▶ Work to be completed:
Each line of the material below with the word "controls" is to be reported.

▶ Records provided:
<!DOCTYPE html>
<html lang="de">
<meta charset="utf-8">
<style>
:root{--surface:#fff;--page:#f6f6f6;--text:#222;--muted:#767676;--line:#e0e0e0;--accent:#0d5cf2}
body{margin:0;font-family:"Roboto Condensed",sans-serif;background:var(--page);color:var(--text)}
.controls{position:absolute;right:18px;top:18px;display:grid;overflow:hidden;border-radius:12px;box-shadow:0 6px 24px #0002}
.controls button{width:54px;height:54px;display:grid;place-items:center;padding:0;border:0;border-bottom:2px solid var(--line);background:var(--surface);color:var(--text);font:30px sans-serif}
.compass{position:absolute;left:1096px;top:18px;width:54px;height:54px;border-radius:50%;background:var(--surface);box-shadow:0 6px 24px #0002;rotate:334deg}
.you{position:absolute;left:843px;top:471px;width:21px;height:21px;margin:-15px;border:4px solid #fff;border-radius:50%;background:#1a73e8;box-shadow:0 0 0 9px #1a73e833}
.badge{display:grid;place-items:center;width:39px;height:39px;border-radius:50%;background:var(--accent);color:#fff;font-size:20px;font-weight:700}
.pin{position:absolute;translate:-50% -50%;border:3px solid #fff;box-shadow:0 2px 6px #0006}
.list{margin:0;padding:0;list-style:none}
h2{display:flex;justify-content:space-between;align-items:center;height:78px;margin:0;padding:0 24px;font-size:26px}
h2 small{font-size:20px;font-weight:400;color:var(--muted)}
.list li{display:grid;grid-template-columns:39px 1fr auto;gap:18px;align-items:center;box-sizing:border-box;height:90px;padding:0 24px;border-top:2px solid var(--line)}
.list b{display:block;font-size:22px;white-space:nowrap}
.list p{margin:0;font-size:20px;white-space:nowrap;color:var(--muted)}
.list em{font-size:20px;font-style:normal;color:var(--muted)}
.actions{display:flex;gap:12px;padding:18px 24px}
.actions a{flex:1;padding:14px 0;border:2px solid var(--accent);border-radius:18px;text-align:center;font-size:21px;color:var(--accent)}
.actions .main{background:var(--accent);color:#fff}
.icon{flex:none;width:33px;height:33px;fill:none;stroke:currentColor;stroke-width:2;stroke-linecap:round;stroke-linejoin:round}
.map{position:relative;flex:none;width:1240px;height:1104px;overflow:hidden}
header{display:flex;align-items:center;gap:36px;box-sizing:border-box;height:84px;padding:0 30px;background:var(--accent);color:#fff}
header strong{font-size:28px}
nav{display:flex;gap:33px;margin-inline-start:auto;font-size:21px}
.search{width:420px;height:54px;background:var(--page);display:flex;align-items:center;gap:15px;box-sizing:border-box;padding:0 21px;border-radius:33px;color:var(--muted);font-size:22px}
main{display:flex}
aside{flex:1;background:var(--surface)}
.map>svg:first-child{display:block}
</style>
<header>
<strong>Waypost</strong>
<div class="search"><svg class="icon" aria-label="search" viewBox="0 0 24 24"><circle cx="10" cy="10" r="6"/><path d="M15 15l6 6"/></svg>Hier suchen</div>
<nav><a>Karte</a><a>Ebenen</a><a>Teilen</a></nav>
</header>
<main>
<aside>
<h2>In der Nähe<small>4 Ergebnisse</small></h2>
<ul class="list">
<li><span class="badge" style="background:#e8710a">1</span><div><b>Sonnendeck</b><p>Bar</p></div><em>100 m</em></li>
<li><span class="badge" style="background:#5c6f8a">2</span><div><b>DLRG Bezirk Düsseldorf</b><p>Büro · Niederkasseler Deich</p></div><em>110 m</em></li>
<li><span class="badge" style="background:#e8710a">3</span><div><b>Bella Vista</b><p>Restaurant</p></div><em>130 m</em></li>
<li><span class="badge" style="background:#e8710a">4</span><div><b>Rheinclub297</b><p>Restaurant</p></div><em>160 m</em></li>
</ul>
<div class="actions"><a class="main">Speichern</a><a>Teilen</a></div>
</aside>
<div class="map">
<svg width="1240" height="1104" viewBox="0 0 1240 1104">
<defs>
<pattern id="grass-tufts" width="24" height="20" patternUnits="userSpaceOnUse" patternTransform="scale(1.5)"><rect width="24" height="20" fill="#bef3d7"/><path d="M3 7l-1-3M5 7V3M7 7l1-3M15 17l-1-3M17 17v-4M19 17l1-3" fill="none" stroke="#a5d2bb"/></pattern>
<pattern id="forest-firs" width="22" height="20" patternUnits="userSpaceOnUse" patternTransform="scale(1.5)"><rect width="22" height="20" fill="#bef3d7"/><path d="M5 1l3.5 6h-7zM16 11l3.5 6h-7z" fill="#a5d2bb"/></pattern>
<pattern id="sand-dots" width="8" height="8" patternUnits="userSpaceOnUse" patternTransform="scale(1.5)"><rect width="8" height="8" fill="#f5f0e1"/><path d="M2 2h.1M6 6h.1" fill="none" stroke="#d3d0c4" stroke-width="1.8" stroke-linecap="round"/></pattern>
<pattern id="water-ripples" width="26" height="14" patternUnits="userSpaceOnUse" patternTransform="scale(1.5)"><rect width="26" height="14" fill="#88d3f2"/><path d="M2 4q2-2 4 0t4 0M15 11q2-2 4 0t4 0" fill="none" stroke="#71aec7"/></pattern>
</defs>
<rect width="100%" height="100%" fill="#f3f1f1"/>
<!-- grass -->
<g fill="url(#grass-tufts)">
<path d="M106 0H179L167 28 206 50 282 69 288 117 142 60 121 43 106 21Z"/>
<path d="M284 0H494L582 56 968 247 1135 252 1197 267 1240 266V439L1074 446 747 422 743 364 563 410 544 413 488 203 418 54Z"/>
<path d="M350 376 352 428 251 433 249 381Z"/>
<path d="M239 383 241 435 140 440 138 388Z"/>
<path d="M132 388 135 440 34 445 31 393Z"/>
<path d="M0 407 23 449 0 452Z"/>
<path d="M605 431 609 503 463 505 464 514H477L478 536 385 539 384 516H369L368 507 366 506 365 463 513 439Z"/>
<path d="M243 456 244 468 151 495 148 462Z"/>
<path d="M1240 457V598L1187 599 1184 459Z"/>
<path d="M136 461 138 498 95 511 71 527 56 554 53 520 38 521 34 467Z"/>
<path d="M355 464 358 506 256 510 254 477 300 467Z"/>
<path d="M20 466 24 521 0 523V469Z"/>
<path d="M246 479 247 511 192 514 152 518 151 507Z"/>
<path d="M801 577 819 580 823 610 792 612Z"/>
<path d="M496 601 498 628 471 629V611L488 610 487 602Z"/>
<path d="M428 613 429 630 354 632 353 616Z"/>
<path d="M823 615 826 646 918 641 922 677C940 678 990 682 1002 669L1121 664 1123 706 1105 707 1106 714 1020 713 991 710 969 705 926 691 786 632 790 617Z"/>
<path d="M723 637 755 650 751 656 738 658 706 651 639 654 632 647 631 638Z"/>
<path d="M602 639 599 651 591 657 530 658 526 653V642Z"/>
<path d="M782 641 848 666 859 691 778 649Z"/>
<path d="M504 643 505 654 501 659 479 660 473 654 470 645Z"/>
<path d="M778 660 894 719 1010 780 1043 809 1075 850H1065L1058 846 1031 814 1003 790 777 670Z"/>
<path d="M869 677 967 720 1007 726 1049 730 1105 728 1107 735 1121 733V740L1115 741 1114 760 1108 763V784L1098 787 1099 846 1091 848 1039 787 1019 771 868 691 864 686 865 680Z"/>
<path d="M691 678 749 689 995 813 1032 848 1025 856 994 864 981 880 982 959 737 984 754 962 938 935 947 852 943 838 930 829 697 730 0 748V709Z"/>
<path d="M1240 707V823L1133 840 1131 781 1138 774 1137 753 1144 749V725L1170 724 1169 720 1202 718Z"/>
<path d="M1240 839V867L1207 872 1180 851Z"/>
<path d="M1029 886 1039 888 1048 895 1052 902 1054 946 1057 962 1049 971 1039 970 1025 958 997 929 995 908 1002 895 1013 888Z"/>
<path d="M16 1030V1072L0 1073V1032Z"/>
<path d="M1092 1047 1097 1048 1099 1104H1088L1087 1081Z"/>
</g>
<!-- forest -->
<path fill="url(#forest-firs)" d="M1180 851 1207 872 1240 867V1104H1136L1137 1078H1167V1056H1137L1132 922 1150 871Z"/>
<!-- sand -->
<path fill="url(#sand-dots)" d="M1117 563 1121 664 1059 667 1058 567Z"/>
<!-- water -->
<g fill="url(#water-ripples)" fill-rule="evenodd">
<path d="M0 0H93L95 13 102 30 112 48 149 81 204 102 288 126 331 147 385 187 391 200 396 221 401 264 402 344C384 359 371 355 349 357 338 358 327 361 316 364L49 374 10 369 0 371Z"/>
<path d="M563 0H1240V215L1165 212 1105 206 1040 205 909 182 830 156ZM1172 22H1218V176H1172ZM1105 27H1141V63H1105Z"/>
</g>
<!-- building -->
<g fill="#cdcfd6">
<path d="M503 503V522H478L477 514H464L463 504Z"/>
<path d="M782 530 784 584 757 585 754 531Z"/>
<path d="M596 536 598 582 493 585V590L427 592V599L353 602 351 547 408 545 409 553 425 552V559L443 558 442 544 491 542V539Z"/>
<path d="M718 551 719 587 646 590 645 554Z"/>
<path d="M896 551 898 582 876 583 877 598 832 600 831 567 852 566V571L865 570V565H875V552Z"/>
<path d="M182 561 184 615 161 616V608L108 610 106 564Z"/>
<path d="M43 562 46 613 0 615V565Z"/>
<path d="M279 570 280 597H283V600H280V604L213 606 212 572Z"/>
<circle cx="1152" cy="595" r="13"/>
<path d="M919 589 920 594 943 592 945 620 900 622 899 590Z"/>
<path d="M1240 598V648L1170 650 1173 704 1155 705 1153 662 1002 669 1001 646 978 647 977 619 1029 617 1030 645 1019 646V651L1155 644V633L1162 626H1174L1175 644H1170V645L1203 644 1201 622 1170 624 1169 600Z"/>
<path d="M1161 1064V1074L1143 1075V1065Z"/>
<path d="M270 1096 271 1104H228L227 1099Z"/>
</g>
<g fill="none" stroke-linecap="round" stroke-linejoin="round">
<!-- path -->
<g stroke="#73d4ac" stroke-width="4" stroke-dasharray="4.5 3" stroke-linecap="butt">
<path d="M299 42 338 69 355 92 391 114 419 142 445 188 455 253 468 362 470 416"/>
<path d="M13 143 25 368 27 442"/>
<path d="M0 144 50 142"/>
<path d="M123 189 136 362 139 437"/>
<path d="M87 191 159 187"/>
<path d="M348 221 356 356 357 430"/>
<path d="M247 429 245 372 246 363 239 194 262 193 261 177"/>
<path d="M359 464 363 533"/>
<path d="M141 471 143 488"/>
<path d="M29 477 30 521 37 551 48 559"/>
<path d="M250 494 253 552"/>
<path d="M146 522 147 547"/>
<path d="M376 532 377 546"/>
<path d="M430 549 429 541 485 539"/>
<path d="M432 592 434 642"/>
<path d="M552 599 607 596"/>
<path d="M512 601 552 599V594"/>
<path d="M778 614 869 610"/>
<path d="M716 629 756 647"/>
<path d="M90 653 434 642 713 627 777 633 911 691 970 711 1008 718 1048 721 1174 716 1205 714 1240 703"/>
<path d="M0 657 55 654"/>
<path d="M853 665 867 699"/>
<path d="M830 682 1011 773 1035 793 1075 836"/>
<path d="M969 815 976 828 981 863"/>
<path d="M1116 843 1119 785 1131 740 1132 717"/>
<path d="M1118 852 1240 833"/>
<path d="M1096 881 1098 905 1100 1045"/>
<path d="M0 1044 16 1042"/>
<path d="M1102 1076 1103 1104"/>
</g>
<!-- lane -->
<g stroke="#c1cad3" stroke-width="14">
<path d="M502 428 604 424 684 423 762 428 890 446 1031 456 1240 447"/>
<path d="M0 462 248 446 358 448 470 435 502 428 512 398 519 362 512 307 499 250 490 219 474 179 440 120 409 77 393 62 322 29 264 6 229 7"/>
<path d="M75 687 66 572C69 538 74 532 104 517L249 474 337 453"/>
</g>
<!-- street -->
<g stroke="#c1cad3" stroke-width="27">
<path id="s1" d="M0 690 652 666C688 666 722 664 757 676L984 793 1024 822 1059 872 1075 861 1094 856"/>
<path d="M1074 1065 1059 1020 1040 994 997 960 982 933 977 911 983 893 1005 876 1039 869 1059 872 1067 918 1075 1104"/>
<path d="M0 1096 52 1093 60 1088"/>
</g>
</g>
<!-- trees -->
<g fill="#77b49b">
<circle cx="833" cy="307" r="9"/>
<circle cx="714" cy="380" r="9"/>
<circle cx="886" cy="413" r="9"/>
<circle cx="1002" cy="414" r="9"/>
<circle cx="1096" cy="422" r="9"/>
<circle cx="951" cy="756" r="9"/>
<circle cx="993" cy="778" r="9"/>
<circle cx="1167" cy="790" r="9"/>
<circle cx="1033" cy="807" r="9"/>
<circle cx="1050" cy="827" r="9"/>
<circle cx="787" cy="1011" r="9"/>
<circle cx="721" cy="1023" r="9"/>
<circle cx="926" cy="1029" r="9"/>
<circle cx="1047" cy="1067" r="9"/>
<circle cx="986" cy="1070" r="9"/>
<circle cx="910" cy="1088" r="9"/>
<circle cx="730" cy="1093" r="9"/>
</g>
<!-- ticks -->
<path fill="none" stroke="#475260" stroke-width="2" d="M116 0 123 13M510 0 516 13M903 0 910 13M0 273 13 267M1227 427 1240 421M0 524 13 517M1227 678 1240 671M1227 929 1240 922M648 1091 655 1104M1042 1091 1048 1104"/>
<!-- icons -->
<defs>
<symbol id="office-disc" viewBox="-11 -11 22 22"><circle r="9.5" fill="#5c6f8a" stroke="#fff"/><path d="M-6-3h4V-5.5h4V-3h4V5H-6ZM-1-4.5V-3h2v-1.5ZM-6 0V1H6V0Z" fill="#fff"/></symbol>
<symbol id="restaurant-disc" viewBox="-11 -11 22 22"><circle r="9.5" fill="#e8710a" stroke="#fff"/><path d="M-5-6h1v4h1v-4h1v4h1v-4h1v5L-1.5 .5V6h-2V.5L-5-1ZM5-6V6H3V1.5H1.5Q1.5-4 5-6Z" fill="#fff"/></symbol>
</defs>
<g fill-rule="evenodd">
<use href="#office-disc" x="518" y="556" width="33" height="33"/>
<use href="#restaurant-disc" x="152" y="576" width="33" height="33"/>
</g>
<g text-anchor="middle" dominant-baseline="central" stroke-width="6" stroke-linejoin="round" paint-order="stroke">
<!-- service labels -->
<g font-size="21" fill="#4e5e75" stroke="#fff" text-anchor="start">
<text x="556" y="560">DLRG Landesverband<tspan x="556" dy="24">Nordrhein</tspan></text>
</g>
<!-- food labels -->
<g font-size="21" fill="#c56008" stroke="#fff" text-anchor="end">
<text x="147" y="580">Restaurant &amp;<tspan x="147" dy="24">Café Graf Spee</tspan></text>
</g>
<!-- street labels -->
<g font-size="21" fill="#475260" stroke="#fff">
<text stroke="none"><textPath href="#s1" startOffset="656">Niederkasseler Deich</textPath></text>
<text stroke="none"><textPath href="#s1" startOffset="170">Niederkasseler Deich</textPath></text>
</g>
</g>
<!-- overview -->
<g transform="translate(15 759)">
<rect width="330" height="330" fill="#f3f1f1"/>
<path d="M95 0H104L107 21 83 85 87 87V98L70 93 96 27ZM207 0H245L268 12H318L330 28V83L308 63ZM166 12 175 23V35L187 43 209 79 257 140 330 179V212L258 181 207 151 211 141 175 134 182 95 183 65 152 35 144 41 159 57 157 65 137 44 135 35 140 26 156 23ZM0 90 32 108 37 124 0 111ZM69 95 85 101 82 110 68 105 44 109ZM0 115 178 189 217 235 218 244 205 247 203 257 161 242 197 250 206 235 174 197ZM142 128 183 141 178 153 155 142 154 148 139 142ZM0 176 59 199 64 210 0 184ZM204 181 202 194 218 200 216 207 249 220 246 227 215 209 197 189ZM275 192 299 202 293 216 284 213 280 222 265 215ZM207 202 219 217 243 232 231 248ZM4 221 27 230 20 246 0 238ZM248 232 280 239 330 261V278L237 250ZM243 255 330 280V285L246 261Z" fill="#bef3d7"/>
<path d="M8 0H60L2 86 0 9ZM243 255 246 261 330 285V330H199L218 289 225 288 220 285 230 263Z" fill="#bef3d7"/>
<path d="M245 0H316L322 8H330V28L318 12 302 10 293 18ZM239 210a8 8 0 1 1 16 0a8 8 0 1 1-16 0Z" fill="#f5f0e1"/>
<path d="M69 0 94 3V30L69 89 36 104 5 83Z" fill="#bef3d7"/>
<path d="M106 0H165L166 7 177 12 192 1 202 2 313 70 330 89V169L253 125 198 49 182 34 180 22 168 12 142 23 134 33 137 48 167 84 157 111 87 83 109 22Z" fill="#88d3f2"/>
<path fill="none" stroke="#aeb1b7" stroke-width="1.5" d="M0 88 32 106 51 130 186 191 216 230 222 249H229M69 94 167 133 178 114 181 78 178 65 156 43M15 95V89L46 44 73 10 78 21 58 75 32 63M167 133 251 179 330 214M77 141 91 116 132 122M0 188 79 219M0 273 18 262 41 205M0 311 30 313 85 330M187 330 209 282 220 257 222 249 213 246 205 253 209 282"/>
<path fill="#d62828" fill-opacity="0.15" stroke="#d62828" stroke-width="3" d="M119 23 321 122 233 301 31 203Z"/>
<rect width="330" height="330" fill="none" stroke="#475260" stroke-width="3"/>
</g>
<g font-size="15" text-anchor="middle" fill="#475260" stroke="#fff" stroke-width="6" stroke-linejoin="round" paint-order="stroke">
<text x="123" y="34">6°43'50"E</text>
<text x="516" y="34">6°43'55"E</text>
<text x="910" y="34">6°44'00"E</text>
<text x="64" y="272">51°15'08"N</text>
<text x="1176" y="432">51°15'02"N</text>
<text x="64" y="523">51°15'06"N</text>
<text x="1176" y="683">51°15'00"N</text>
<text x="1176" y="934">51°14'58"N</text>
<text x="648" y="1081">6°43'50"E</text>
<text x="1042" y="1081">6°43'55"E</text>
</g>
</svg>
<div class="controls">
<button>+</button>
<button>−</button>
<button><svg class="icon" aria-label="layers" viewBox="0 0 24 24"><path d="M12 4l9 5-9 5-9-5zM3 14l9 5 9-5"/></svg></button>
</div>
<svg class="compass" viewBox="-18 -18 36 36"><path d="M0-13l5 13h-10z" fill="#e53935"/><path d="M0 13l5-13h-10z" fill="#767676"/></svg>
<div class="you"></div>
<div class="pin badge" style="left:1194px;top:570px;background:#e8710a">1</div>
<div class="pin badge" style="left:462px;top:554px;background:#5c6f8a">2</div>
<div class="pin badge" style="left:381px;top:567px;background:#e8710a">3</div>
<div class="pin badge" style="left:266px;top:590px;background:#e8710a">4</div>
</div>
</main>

▶ Solution to this task:
.controls{position:absolute;right:18px;top:18px;display:grid;overflow:hidden;border-radius:12px;box-shadow:0 6px 24px #0002}
.controls button{width:54px;height:54px;display:grid;place-items:center;padding:0;border:0;border-bottom:2px solid var(--line);background:var(--surface);color:var(--text);font:30px sans-serif}
<div class="controls">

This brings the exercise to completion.